__Work order__
Everything in the listing below should be repeated exactly.

__Given records__
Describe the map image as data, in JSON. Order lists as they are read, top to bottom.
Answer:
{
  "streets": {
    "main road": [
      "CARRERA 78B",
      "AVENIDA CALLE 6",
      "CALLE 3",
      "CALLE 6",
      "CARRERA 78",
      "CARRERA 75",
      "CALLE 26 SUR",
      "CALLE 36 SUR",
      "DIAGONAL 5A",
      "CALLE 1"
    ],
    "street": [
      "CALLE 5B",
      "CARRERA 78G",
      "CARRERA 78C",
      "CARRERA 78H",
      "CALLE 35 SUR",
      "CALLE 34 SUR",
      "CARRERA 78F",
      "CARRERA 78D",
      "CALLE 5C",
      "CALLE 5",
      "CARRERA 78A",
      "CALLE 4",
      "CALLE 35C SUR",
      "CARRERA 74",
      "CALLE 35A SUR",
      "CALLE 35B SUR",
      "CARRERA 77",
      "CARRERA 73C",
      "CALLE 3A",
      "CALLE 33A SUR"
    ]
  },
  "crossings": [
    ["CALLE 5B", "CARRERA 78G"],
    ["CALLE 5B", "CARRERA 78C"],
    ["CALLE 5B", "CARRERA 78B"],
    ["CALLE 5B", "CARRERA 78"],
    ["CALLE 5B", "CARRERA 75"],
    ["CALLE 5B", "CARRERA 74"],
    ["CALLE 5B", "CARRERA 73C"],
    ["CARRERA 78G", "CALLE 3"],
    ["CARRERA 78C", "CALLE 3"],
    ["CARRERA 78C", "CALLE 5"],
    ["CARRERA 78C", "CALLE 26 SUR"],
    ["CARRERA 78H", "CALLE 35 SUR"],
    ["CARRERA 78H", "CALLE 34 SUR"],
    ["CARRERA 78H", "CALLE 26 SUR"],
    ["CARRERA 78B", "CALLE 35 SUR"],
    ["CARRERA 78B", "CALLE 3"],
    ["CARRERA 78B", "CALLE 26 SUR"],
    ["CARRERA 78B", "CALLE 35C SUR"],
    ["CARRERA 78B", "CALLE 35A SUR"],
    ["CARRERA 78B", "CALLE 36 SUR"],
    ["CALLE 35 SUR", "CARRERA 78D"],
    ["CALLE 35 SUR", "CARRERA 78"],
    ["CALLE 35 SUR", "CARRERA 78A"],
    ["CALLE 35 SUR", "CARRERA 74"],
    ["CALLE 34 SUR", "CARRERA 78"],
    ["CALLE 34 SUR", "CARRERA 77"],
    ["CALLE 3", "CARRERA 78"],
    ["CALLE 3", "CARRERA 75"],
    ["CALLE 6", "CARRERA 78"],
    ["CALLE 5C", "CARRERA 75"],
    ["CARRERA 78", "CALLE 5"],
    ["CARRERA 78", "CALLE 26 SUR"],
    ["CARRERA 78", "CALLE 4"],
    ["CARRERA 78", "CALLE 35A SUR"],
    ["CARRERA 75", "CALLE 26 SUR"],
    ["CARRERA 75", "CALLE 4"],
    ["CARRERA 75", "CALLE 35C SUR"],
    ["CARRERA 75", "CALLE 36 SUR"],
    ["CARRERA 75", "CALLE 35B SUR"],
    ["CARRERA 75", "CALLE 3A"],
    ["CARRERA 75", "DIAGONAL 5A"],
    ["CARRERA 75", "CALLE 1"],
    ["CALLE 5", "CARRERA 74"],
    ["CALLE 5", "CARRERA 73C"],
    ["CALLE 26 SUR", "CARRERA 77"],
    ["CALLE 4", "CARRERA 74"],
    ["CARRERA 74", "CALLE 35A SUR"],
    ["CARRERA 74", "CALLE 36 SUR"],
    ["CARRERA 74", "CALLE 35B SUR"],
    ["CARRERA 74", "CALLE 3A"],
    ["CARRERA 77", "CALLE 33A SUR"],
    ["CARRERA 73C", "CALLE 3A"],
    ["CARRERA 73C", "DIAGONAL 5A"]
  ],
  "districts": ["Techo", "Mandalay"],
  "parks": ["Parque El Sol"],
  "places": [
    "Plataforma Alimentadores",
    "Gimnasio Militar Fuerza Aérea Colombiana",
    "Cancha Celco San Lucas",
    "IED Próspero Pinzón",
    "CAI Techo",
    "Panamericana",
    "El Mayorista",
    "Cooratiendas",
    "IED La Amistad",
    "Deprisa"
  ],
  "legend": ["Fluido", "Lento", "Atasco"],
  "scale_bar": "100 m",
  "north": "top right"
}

__Exercise response__
Describe the map image as data, in JSON. Order lists as they are read, top to bottom.
Answer:
{
  "streets": {
    "main road": [
      "CARRERA 78B",
      "AVENIDA CALLE 6",
      "CALLE 3",
      "CALLE 6",
      "CARRERA 78",
      "CARRERA 75",
      "CALLE 26 SUR",
      "CALLE 36 SUR",
      "DIAGONAL 5A",
      "CALLE 1"
    ],
    "street": [
      "CALLE 5B",
      "CARRERA 78G",
      "CARRERA 78C",
      "CARRERA 78H",
      "CALLE 35 SUR",
      "CALLE 34 SUR",
      "CARRERA 78F",
      "CARRERA 78D",
      "CALLE 5C",
      "CALLE 5",
      "CARRERA 78A",
      "CALLE 4",
      "CALLE 35C SUR",
      "CARRERA 74",
      "CALLE 35A SUR",
      "CALLE 35B SUR",
      "CARRERA 77",
      "CARRERA 73C",
      "CALLE 3A",
      "CALLE 33A SUR"
    ]
  },
  "crossings": [
    ["CALLE 5B", "CARRERA 78G"],
    ["CALLE 5B", "CARRERA 78C"],
    ["CALLE 5B", "CARRERA 78B"],
    ["CALLE 5B", "CARRERA 78"],
    ["CALLE 5B", "CARRERA 75"],
    ["CALLE 5B", "CARRERA 74"],
    ["CALLE 5B", "CARRERA 73C"],
    ["CARRERA 78G", "CALLE 3"],
    ["CARRERA 78C", "CALLE 3"],
    ["CARRERA 78C", "CALLE 5"],
    ["CARRERA 78C", "CALLE 26 SUR"],
    ["CARRERA 78H", "CALLE 35 SUR"],
    ["CARRERA 78H", "CALLE 34 SUR"],
    ["CARRERA 78H", "CALLE 26 SUR"],
    ["CARRERA 78B", "CALLE 35 SUR"],
    ["CARRERA 78B", "CALLE 3"],
    ["CARRERA 78B", "CALLE 26 SUR"],
    ["CARRERA 78B", "CALLE 35C SUR"],
    ["CARRERA 78B", "CALLE 35A SUR"],
    ["CARRERA 78B", "CALLE 36 SUR"],
    ["CALLE 35 SUR", "CARRERA 78D"],
    ["CALLE 35 SUR", "CARRERA 78"],
    ["CALLE 35 SUR", "CARRERA 78A"],
    ["CALLE 35 SUR", "CARRERA 74"],
    ["CALLE 34 SUR", "CARRERA 78"],
    ["CALLE 34 SUR", "CARRERA 77"],
    ["CALLE 3", "CARRERA 78"],
    ["CALLE 3", "CARRERA 75"],
    ["CALLE 6", "CARRERA 78"],
    ["CALLE 5C", "CARRERA 75"],
    ["CARRERA 78", "CALLE 5"],
    ["CARRERA 78", "CALLE 26 SUR"],
    ["CARRERA 78", "CALLE 4"],
    ["CARRERA 78", "CALLE 35A SUR"],
    ["CARRERA 75", "CALLE 26 SUR"],
    ["CARRERA 75", "CALLE 4"],
    ["CARRERA 75", "CALLE 35C SUR"],
    ["CARRERA 75", "CALLE 36 SUR"],
    ["CARRERA 75", "CALLE 35B SUR"],
    ["CARRERA 75", "CALLE 3A"],
    ["CARRERA 75", "DIAGONAL 5A"],
    ["CARRERA 75", "CALLE 1"],
    ["CALLE 5", "CARRERA 74"],
    ["CALLE 5", "CARRERA 73C"],
    ["CALLE 26 SUR", "CARRERA 77"],
    ["CALLE 4", "CARRERA 74"],
    ["CARRERA 74", "CALLE 35A SUR"],
    ["CARRERA 74", "CALLE 36 SUR"],
    ["CARRERA 74", "CALLE 35B SUR"],
    ["CARRERA 74", "CALLE 3A"],
    ["CARRERA 77", "CALLE 33A SUR"],
    ["CARRERA 73C", "CALLE 3A"],
    ["CARRERA 73C", "DIAGONAL 5A"]
  ],
  "districts": ["Techo", "Mandalay"],
  "parks": ["Parque El Sol"],
  "places": [
    "Plataforma Alimentadores",
    "Gimnasio Militar Fuerza Aérea Colombiana",
    "Cancha Celco San Lucas",
    "IED Próspero Pinzón",
    "CAI Techo",
    "Panamericana",
    "El Mayorista",
    "Cooratiendas",
    "IED La Amistad",
    "Deprisa"
  ],
  "legend": ["Fluido", "Lento", "Atasco"],
  "scale_bar": "100 m",
  "north": "top right"
}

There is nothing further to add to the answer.